7. Pull the creepy rope hanging out of the basement wall.

8. Go into the secret, dark room the creepy rope opens.

9. Go down more, darker, creepier steps when a grown-ass stranger calls for help.

These are fair dings but, like the idiots in the world of Barbarian, I was sucked in by my own godforsaken curiosity. Also, I had to find out what’s up with that snuff-film-lookin’ room with a camcorder and the creepy rope.

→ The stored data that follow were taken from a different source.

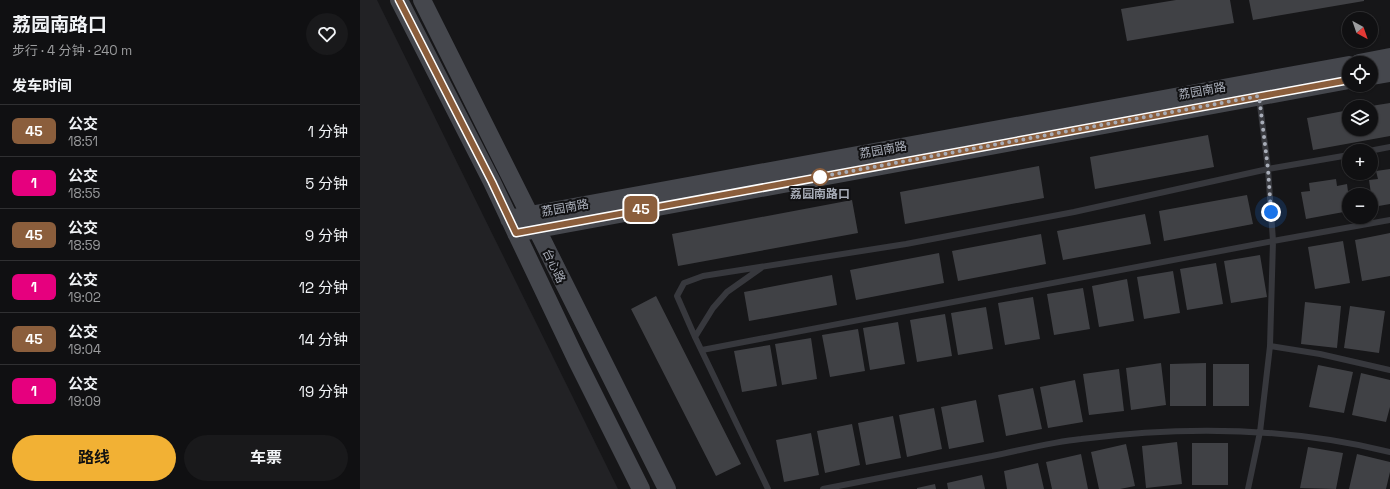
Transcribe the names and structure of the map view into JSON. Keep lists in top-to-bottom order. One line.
{"streets":{"main road":["荔园南路","台心路"]},"crossings":[["荔园南路","台心路"]],"places":["荔园南路口"],"lines":["bus line 45"],"north":"bottom right","page":{"heading":[["荔园南路口","步行 · 4 分钟 · 240 m"],"发车时间"],"on_map":"45","map_buttons":["+","−"],"list":[{"mark":"45","name":"公交","note":"18:51","value":"1 分钟"},{"mark":"1","name":"公交","note":"18:55","value":"5 分钟"},{"mark":"45","name":"公交","note":"18:59","value":"9 分钟"},{"mark":"1","name":"公交","note":"19:02","value":"12 分钟"},{"mark":"45","name":"公交","note":"19:04","value":"14 分钟"},{"mark":"1","name":"公交","note":"19:09","value":"19 分钟"}],"buttons":["路线","车票"]}}
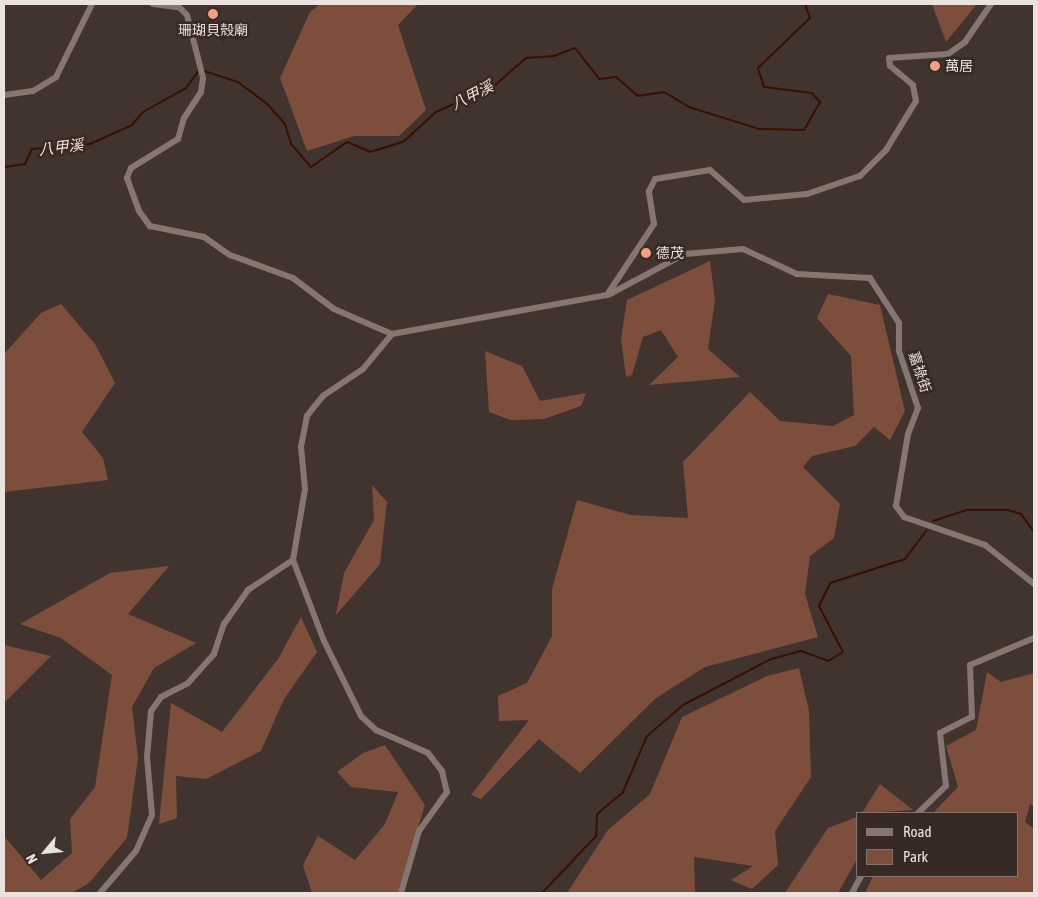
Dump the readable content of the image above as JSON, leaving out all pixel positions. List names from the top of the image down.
{
  "streets": {
    "street": ["嘉祿街"]
  },
  "water": ["八甲溪"],
  "places": ["珊瑚貝殼廟", "萬居", "德茂"],
  "legend": ["Road", "Park"],
  "north": "bottom left"
}
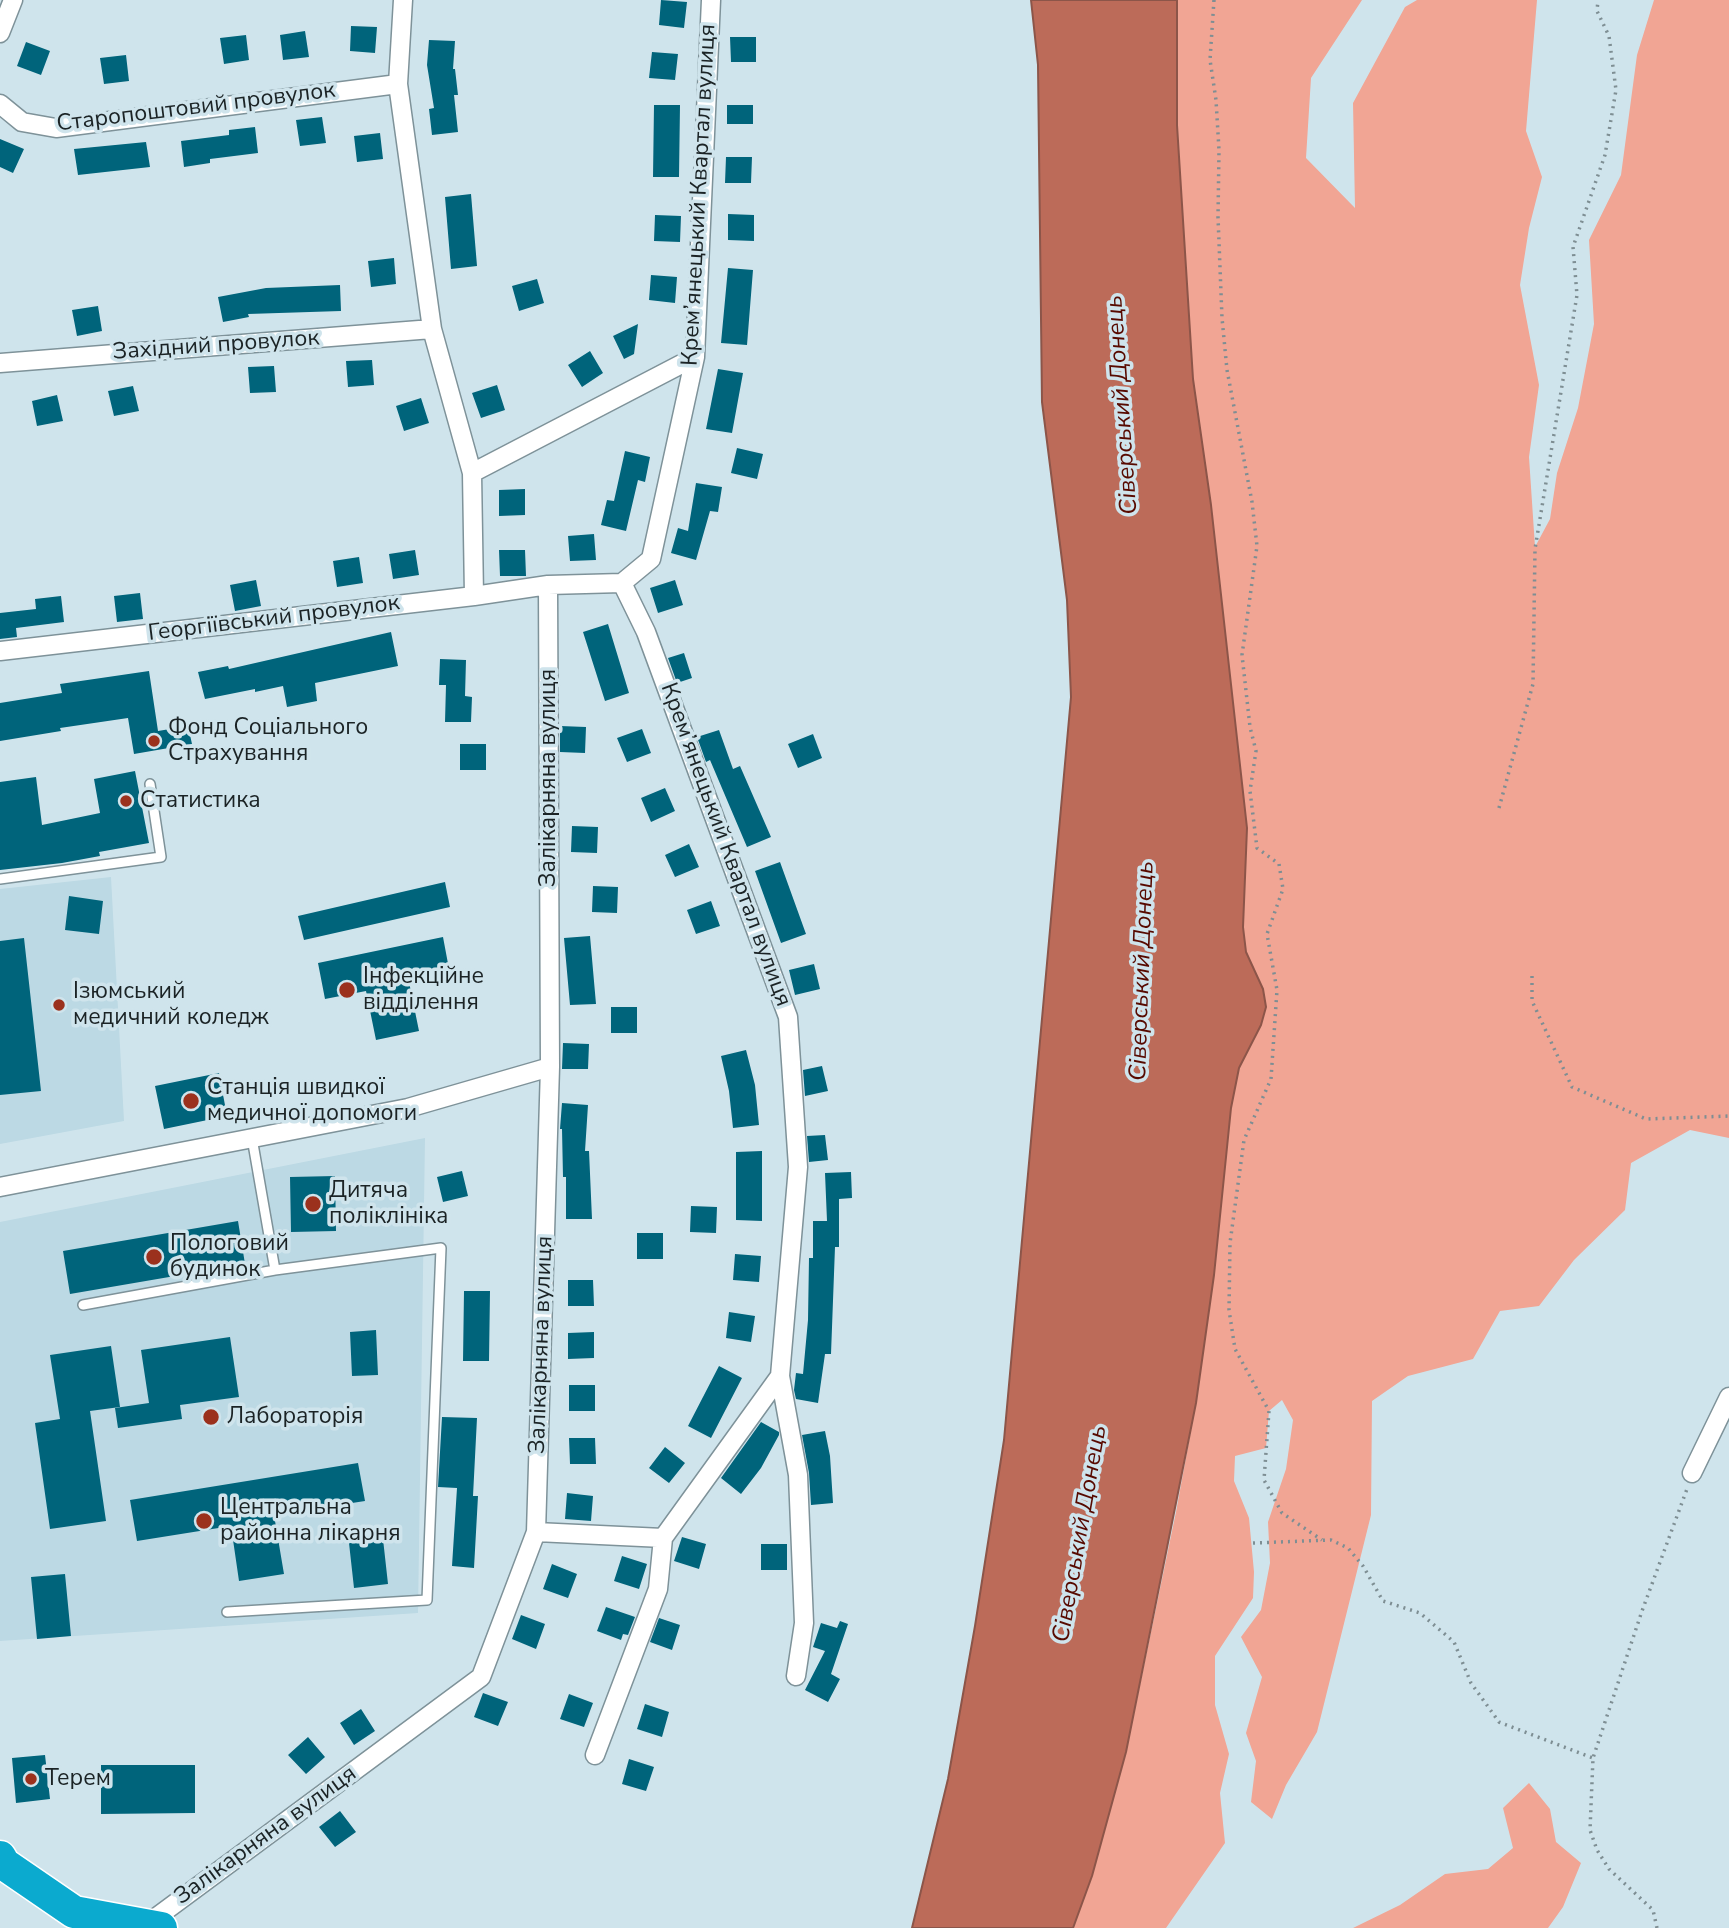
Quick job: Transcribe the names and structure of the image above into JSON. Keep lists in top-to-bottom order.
{
  "streets": {
    "street": [
      "Старопоштовий провулок",
      "Крем’янецький Квартал вулиця",
      "Західний провулок",
      "Георгіївський провулок",
      "Залікарняна вулиця"
    ]
  },
  "crossings": [
    ["Георгіївський провулок", "Залікарняна вулиця"]
  ],
  "water": ["Сіверський Донець"],
  "places": [
    "Фонд Соцiального Страхування",
    "Статистика",
    "Інфекційне відділення",
    "Ізюмський медичний коледж",
    "Станція швидкої медичної допомоги",
    "Дитяча поліклініка",
    "Пологовий будинок",
    "Лабораторія",
    "Центральна районна лікарня",
    "Терем"
  ]
}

Barbarian starts with an aspiring documentary filmmaking assistant, Tess (Georgina Campbell), shows up to find her AirBNB already occupied by Keith (Bill Skåsgard), a semi-awkward but seemingly kind guy who booked the same house on a different rental website. (No shout-outs to Vrbo? Barbaric!) Campbell’s face displays every alarm bell that would, could, and should go off for Tess in this situation. Ultimately she decides to spend the night there because, hey, it’s raining, she’s got a job interview in the morning, and the Detroit neighborhood the house is in looks like it was hit by a poo-filled nuke. It’s not a remotely believable set-up, further undermined by a gentle nudging of the situation toward a meet-cute for Tess and Keith. Of course, nobody’s buying it because they already know there’s an oh-so-creepy-but-very-pullable rope in everyone’s future.


BARBARIAN ★★★(3/5 stars)
Directed by: Zach Cregger
Written by: Zach Cregger
Starring: Georgina Campbell, Bill Skåsgard, Justin Long
Running time: 102 min


A former member of The Whitest Kids U Know and mind behind the forgotten Playboy Mansion romp Miss March, writer-director Zach Cregger breadcrumbs enough doubt and anticipation to push the audience along even though they’re watching characters walk into situations that they should drive away from at a very high speed. Cregger is smart enough to know that the audience is there to see what’s on the other side of the rope, not to watch prudent decision-making.

Along the way, there’s a sharp and funny second act turn to introduce Justin Long as a scuzzy #metoo’ed actor doomed to check in on his Michigan rental property. That’s not the last of the movie’s puzzle box discursions. Some delight, but not all of them work. Topical dives into #metoo, aggressive policing, and white flight feel glancing and half-baked, as does the neighborhood’s origin story. There’s a part of the movie that wants to live up to the heights of It Follows but it has more in common with exploitation flicks like Don’t Breathe” or “House of 1,000 Corpses. Where Barbarian works best is heaping on gonzo twists and oogy splatter of varying viscosity. And creepy ropes. It should win the Best Creepy Rope Oscar.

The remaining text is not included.